Sitting faithfully beside Fritz was his brown and black German Shepherd who made Cujo look like Morris the Cat. The same commands Fritz shouted at his dog, he shouted at us. When he yelled, I never knew whether to sit, growl, or attack one of the Carney boys. I swear he had to have been a former Scoutmaster in the Hitler Youth. Somewhere there’s a book in me screaming to get out, “Fritz’s Guide to Childcare—Sitz! Platz! Halt die Klappe!” (Sit, Stay, Shut Your Mouth!)
When I was around five, the Kempf’s rented the old Sweeny house across the street. The Kempf’s were the Walton’s without a conscience; at least the boys were. They shaved cats with straight edged razor blades; hoisted them up trees in rusting crab nets; fed spoonfuls of dirt to unsuspecting neighborhood kids; even pushed a Volkswagon Bug down a ditch. My old man swore the Kempf’s were moved in as a way to force us to sell, but eventually they were the ones who left. Oddly, with them went the neighborhood.
The wrecking ball knew no rest back then. Turn-of-the-century houses were replaced by quadrangular brick McMansions; familiar names moved out; new architecture and cultures moved in. By the end of the decade the old neighborhood was well on its way to becoming unrecognizable, and so was I.

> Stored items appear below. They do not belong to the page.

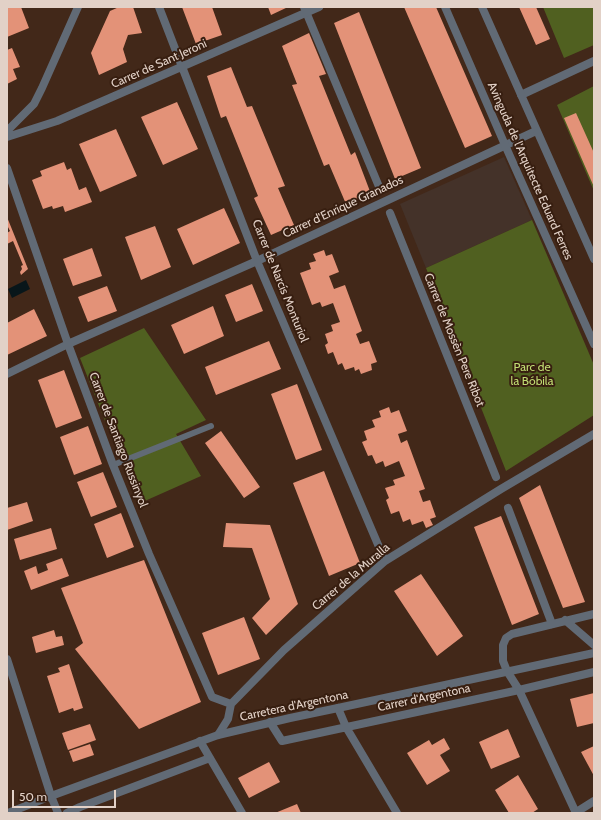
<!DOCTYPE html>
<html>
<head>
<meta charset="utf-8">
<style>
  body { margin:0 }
  #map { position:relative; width:601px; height:820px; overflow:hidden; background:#422819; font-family:Cabin,sans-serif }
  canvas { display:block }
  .frame { position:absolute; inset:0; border:8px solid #e2d1c7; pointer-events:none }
  .scale { position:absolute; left:12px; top:790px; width:104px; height:18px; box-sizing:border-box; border:2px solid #e2d1c7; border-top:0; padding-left:5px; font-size:12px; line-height:14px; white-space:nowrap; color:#e2d1c7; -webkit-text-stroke:3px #371e10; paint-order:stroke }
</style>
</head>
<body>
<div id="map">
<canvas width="601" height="820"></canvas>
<div class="frame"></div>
<div class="scale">50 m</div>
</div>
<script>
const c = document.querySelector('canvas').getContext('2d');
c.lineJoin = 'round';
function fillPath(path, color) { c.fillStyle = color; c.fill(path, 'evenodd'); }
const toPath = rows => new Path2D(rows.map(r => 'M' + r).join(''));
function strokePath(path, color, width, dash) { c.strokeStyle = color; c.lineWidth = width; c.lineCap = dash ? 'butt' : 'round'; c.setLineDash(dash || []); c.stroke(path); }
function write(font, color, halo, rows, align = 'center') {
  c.font = font + ' Cabin,sans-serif'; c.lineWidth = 4; c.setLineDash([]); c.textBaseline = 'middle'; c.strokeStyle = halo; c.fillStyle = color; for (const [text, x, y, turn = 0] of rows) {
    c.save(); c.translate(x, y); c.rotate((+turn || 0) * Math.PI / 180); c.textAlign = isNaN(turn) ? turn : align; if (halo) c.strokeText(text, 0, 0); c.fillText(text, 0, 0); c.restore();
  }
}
fillPath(toPath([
  [504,157,532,220,426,268,400,204]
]), '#443229');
fillPath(toPath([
  [543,7,594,7,594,45,564,58],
  [594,86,594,191,557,105],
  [532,220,594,365,594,415,506,471,426,268],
  [144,328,206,420,176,434,201,476,138,504,80,358]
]), '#506020');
fillPath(toPath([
  [26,280,30,289,12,298,8,289]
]), '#08161a');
fillPath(toPath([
  [7,7,21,7,29,28,7,37],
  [119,7,133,7,142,33,128,35,123,49,127,62,99,75,91,53,110,11],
  [182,7,212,7,222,35,196,44],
  [268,7,288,7,271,15],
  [404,7,436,7,492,136,465,148],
  [519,7,536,7,550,39,536,45],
  [359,12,421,168,395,179,334,23],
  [309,33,326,74,319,76,351,155,355,152,371,194,346,204,329,164,324,166,292,85,297,84,282,46],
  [12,48,20,67,13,69,17,79,7,84,7,50],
  [231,67,247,107,252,106,285,186,278,188,294,225,271,235,254,198,258,196,226,116,221,118,207,76],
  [177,102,198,149,163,165,141,117],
  [576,113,594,153,594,187,564,118],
  [116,129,137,176,100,192,79,144],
  [64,162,67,170,71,168,79,190,86,187,92,202,65,212,63,206,53,209,52,206,43,209,32,180,42,176,40,171],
  [224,208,240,243,193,265,177,229],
  [7,217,28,269,21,275,20,272,22,269,21,266,23,265,13,241,7,244,7,233,10,231,7,225],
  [155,226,171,267,141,280,125,237],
  [92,248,102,276,73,286,63,259],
  [324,250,326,256,332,254,339,272,329,276,334,289,345,285,362,331,356,334,360,344,369,341,377,362,371,364,372,370,361,374,359,369,355,371,354,367,345,370,342,363,338,365,333,352,328,354,325,345,328,343,325,334,333,331,331,325,340,322,333,303,322,307,320,302,312,305,300,273,311,269,309,263,316,261,313,254],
  [252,284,263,311,236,322,225,295],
  [107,286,117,311,88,322,78,297],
  [213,306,224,336,184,354,171,325],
  [34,309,47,336,7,355,7,323],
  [269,341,281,369,216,395,205,367],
  [64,370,82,418,56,428,38,380],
  [297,384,322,450,296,460,271,394],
  [389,407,391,413,399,410,407,431,398,434,401,443,407,440,425,489,419,491,423,502,430,500,436,517,430,519,433,525,426,528,423,521,412,525,410,519,403,522,399,511,391,514,386,500,389,498,385,488,395,485,393,480,405,476,399,461,385,467,383,461,376,464,372,455,368,456,362,442,367,440,364,431,375,427,372,420,381,417,379,411],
  [88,426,102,464,74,475,60,437],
  [221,431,260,487,244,498,205,443],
  [324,471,360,563,329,576,293,483],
  [103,472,117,507,91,517,77,482],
  [540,485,585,602,563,608,519,498],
  [27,502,33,521,7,530,7,508],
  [121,513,134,547,107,558,94,524],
  [501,516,539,614,512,625,474,527],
  [226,523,270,525,298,604,266,635,252,618,270,599,252,548,223,547],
  [51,528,57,549,20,560,14,539],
  [62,558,69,576,31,590,24,571,36,566,38,574,48,570,46,564],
  [144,560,201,702,139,729,75,649,83,643,61,588],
  [421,574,463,636,437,656,394,591],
  [244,617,260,659,218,675,202,633],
  [54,630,56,637,62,636,64,645,36,653,32,637],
  [69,664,83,708,74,711,73,708,59,713,47,676,60,672,58,668],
  [594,693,594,723,577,727,570,699],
  [90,724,96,740,68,750,62,733],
  [508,729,520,757,491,769,479,742],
  [444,738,450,749,440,755,450,771,427,785,407,753,429,740,432,745],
  [90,744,94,755,73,762,69,751],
  [594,746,594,776,581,752],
  [269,762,280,782,249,798,238,778],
  [518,775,538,809,532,813,509,813,495,790],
  [297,804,301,813,275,813]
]), '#e39278');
strokePath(toPath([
  [113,465,211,426]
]), '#616a75', 6);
strokePath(toPath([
  [304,7,380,189],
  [508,508,552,624]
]), '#616a75', 8);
strokePath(toPath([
  [159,7,257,261,385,561],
  [521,95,594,61],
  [7,131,34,104,42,88,78,7],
  [7,137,57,121,319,7],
  [7,168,68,344,113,465,149,554,212,697,231,704],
  [390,213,496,477],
  [7,374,68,344,257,261,536,131],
  [565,620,594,645],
  [7,659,51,796,58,813],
  [338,708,346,727,397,813],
  [270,722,282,741,519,690,594,672],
  [218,735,228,719,231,704,284,650,385,561,501,489,594,434],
  [200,741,242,813],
  [67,813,80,807,210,758],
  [575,813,594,801],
  [576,813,519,690,507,671,503,661,503,645,506,638,512,634,594,614]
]), '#616a75', 8);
strokePath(toPath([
  [445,7,505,145,594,344],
  [482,7,594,259],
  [8,813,51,796,218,735,290,718,338,708,594,653]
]), '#616a75', 8);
write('12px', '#e2d1c7', '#371e10', [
  ["Carrer de Sant Jeroni",159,64,-24],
  ["Avinguda de l'Arquitecte Eduard Ferres",530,171,66],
  ["Carrer d'Enrique Granados",343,207,-25],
  ["Carrer de Narcís Monturiol",280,281,68],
  ["Carrer de Mossèn Pere Ribot",454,340,68],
  ["Carrer de Santiago Russinyol",118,440,69],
  ["Carrer de la Muralla",351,577,-40],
  ["Carrer d'Argentona",424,698,-12],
  ["Carretera d'Argentona",294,706,-12]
]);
write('12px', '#c1dd73', '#371e10', [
  ["Parc de",532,367],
  ["la Bóbila",532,381]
]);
</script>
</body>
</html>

Everything changed the summer I turned 15. I bore within me a restlessness that I never felt before, and would never feel again in quite the same urgent way. All that mattered were my friends; being confined at home for any significant amount of time gave me a mental rash. When I wasn’t working, I was sitting on the cliffs of the Palisades imagining the life I would someday live on the sky-lined side of the Hudson.
On August 18th, 1980, I wrote: “I can’t wait to be gone. Gone from this place; gone from this town where everyone knows everything about everyone. In this place nothing ever changes; people only die.”